RECORDS TO USE:
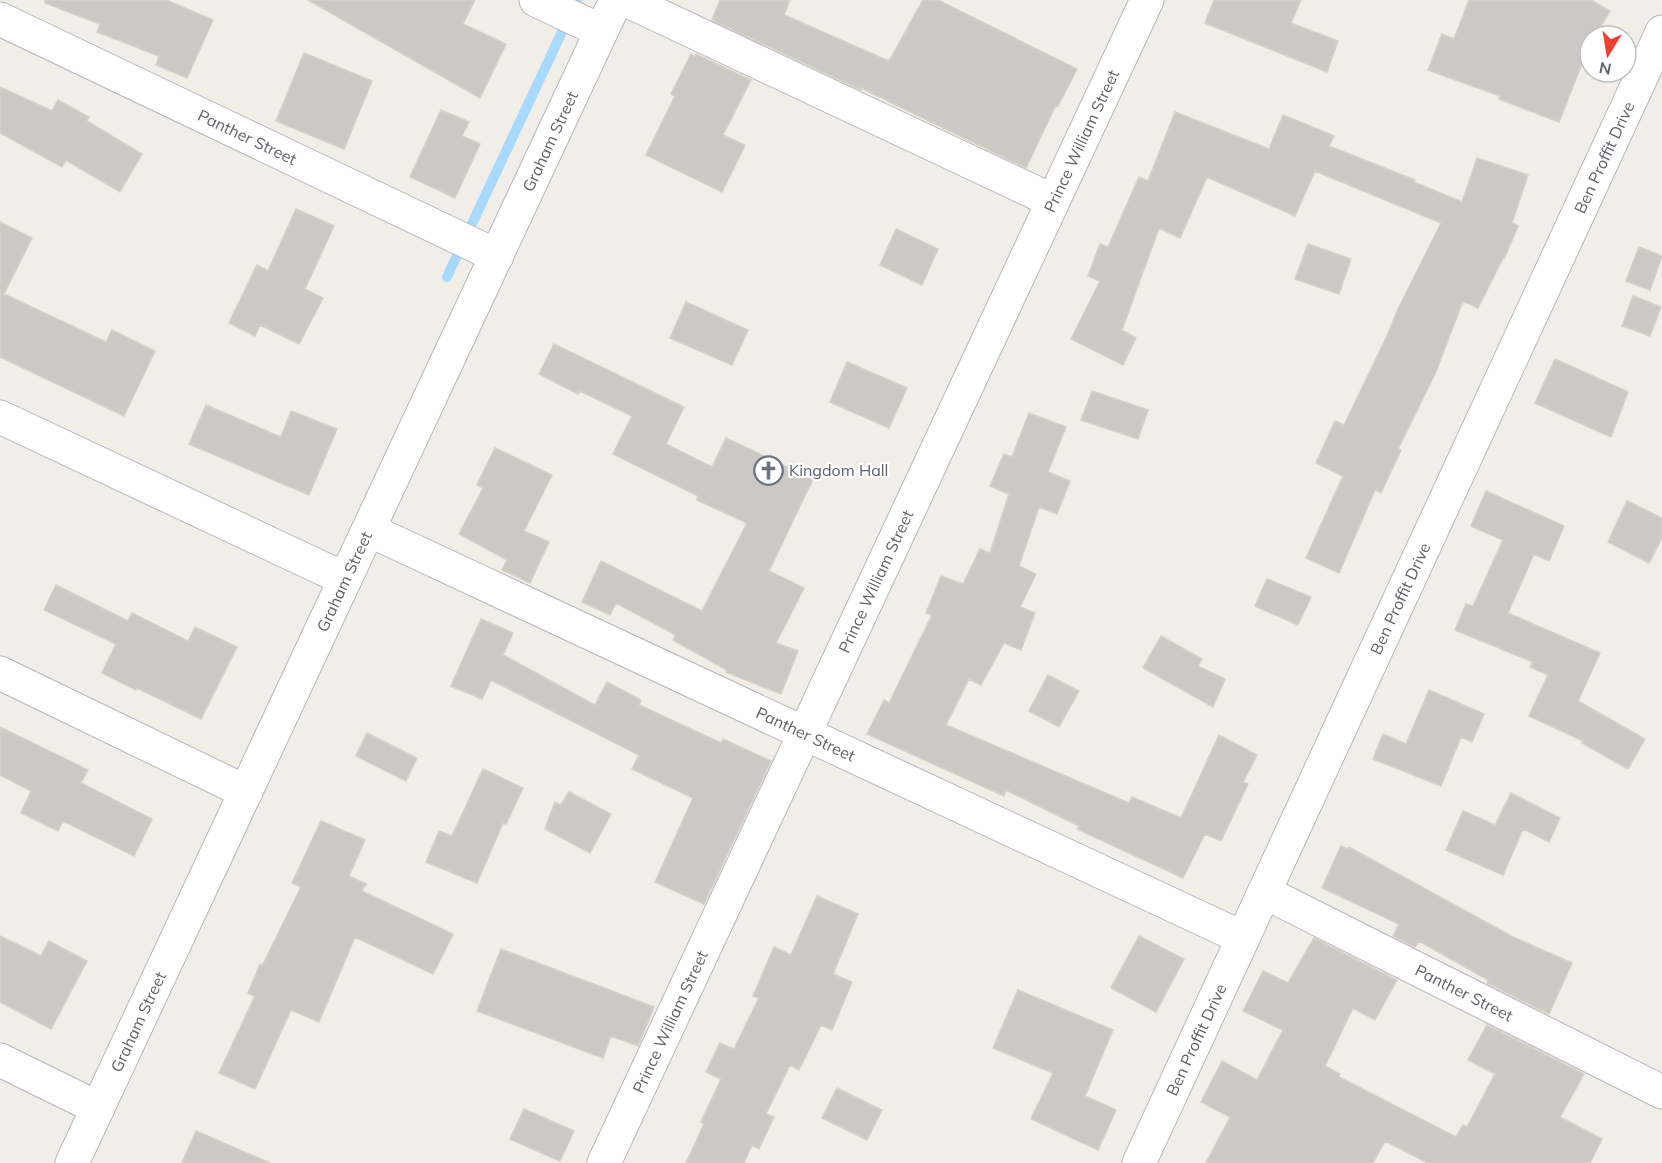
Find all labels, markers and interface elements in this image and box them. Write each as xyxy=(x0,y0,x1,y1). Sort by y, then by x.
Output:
north arrow xyxy=(1578,24,1638,84)
text: N xyxy=(1597,58,1613,80)
street label: Prince William Street xyxy=(1039,66,1123,215)
street label: Graham Street xyxy=(518,87,582,195)
street label: Ben Proffit Drive xyxy=(1570,98,1639,216)
street label: Panther Street xyxy=(195,105,300,169)
church icon: Kingdom Hall xyxy=(752,454,784,486)
place label: Kingdom Hall xyxy=(789,460,888,480)
street label: Prince William Street xyxy=(834,506,918,656)
street label: Graham Street xyxy=(312,528,376,635)
street label: Ben Proffit Drive xyxy=(1366,539,1435,658)
street label: Panther Street xyxy=(753,702,859,766)
street label: Prince William Street xyxy=(628,947,712,1096)
street label: Panther Street xyxy=(1412,960,1517,1026)
street label: Graham Street xyxy=(106,968,170,1075)
street label: Ben Proffit Drive xyxy=(1162,980,1231,1099)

BRIEF: Skip the pictures, then return the rest of the data exactly.

EXERCISE OUTPUT:
Find all labels, markers and interface elements in this image and box them. Write each as xyxy=(x0,y0,x1,y1). Sort by y, then by x.
Output:
north arrow xyxy=(1578,24,1638,84)
text: N xyxy=(1597,58,1613,80)
street label: Prince William Street xyxy=(1039,66,1123,215)
street label: Graham Street xyxy=(518,87,582,195)
street label: Ben Proffit Drive xyxy=(1570,98,1639,216)
street label: Panther Street xyxy=(195,105,300,169)
church icon: Kingdom Hall xyxy=(752,454,784,486)
place label: Kingdom Hall xyxy=(789,460,888,480)
street label: Prince William Street xyxy=(834,506,918,656)
street label: Graham Street xyxy=(312,528,376,635)
street label: Ben Proffit Drive xyxy=(1366,539,1435,658)
street label: Panther Street xyxy=(753,702,859,766)
street label: Prince William Street xyxy=(628,947,712,1096)
street label: Panther Street xyxy=(1412,960,1517,1026)
street label: Graham Street xyxy=(106,968,170,1075)
street label: Ben Proffit Drive xyxy=(1162,980,1231,1099)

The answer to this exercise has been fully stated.